And when from the grave,
the birth of everlasting,
the sorrow is no longer
Gentle mists of alabaster
embrace and caress
life anew
For to come undone,
no longer
Transcending the forgotten,
the spires of dread that nest within,
now, light all but withers
Though sugar-wisps strain, striate
and a tear
though happily
Dead among
beneath the crossroads

© 2016

The crossroads – becoming

Wandering, and the reaper sings
vengeance
A dream so desired
A sacrifice
in which to bury the poison
and violent deeds
Becoming

Alone, suffering
Withering and waiting for
the soul to depart
the cold earth to swallow
Deprived so long
of being
Love, no longer
Loved, no longer
Becoming

The calling
where the blood has spilled
and shall spill no more
Into shallow depths
beneath crumbling soil
and sunken stars
The lore speaks
and enslaves one more
to rise into
Becoming

Wronged, the calling tells
Belonging to no one
Bare, a ring forgotten,
the beast is
Becoming

© 2016

Atop the crossroads

Atop the crossroads
and among the humming stars,
where the ticking clock
casts fate
Peace from
grotesque memories,
where the shadows are drawn near,
and wavering light of hope
refuses to dawn
Sin ever-inviting
in the empty sorrow
The words lingering and stained
for the unmolested steel
lured to the flesh

© 2016

Tale of the Strigoaicǎ – original

Taken from my university assessment portfolio.

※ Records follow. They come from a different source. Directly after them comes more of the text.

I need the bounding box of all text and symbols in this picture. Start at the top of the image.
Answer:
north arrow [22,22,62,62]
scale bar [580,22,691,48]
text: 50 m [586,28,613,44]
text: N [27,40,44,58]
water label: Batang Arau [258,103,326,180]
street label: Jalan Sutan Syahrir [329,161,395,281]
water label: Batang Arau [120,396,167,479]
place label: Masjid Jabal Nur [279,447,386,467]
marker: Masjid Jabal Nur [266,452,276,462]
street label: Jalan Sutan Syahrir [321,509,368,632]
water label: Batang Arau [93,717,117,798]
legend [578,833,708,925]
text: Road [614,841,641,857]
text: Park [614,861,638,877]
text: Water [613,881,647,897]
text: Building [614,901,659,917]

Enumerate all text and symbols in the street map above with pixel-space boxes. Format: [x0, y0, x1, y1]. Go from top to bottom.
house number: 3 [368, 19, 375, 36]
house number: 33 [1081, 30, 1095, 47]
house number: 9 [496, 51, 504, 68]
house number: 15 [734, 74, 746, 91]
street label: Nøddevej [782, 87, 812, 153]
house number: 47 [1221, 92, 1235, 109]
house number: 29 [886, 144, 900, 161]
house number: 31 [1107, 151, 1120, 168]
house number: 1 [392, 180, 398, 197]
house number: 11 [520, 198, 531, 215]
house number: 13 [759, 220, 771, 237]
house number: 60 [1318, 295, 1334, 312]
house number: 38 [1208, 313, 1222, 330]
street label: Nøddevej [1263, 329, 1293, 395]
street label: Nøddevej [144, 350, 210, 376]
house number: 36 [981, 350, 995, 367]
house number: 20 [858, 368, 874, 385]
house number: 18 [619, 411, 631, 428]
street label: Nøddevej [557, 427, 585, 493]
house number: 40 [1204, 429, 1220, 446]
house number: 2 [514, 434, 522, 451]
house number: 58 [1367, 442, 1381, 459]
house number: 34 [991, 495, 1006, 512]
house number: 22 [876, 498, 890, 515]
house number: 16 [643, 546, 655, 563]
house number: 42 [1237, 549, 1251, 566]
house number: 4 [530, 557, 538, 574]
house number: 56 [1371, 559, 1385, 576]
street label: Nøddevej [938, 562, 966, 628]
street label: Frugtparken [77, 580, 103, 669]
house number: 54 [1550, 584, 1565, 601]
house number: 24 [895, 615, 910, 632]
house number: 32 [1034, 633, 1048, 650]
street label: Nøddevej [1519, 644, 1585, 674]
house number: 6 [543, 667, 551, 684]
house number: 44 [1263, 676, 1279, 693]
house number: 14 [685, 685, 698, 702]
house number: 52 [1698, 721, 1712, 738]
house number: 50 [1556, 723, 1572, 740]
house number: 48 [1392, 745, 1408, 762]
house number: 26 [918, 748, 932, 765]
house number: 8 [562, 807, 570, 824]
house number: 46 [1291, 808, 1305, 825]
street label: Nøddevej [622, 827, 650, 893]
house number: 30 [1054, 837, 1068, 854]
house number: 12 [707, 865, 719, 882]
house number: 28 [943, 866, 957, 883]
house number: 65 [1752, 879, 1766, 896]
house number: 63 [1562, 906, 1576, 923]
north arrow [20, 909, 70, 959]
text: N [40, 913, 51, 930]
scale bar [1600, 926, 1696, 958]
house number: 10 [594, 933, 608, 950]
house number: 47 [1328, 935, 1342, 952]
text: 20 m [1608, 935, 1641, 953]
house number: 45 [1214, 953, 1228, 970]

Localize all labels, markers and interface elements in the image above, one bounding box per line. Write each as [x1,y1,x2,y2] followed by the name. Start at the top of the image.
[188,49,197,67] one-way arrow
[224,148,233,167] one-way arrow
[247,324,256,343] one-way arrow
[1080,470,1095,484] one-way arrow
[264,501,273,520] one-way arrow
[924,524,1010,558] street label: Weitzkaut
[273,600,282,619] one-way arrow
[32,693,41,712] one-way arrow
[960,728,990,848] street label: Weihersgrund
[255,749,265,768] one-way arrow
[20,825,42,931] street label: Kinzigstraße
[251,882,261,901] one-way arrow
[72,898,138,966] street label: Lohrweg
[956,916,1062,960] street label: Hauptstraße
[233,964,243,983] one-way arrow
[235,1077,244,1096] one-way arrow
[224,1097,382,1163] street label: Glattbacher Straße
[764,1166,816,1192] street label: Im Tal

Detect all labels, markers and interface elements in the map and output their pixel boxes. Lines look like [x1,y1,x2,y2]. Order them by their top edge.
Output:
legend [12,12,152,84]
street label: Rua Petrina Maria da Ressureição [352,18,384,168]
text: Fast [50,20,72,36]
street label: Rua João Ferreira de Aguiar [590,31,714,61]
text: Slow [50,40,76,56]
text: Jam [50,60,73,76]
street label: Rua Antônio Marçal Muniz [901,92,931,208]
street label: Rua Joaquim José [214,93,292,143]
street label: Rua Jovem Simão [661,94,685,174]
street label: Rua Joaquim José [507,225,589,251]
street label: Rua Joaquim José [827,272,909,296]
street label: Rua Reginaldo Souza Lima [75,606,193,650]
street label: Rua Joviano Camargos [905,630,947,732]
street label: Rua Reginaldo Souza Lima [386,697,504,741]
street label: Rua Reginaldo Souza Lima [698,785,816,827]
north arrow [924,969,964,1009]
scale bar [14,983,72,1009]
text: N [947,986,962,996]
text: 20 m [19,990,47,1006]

Want to read more about the Strigoaicǎ?
Read the short story, The Strigoaicǎ – Published in the 2014 Blue Fringe Arts Short Story and Poetry Anthology
Read the poem, Strigoaicǎ


Winter, 1847

The beast, Strigoaicǎ, had birthed from the sombrous earth, her sleep interrupted, disturbed by my presence. Her body moved, as the sun melted away, toward the sienna-painted sky. From the hoar frost-coated creepers, and pearlescent gloom of the wintergreens, she emerged gracefully. Skin of alabaster and russet hair, the Strigoaicǎ was the very vision of beauty; exquisite and rare. She approached me, a fallow-struck haunting tinge. How did I get here? Branches of trees clawed into the velvet sky and I was lost among the protruding crosses of the shallow earth; the cemetery appeared from nowhere. It was intentionally placed, so far from life, near the crossroads. I was alone. No one would hear me die at her hand. Torn silks and satins of ivory adorned her beautiful form. The Strigoaicǎ, unnamed for she lost her name many years ago — a value no longer one to her, for what is a name without existence? — bathed in the icy breeze as it lashed from the woodland surrounds. Her stunning features far surpassed any I had ever seen before in a woman. There was something keeping me from running, something in her eyes which pleaded with me to stay. Stay. Her loneliness, and sad, watering eyes hit me deep within. She lured me. The melancholic siren sang her song; a call by the creature of the night, to lead me to her domain.

Her whispers were cold breaths, dissipating into the woods. If only her sorrow would too.
‘I sleep with the suicides. They are lonely creatures.’ The Strigoaicǎ announced, in a soft voice.
‘Why am I here?’ I asked hesitantly.
‘To show you what I am, what I have done. I no longer wish nor need to be in this world. I have lingered here for years in aching misery. I only desire for someone to know my story, so I can leave a part of me behind. Perhaps he is waiting for me.’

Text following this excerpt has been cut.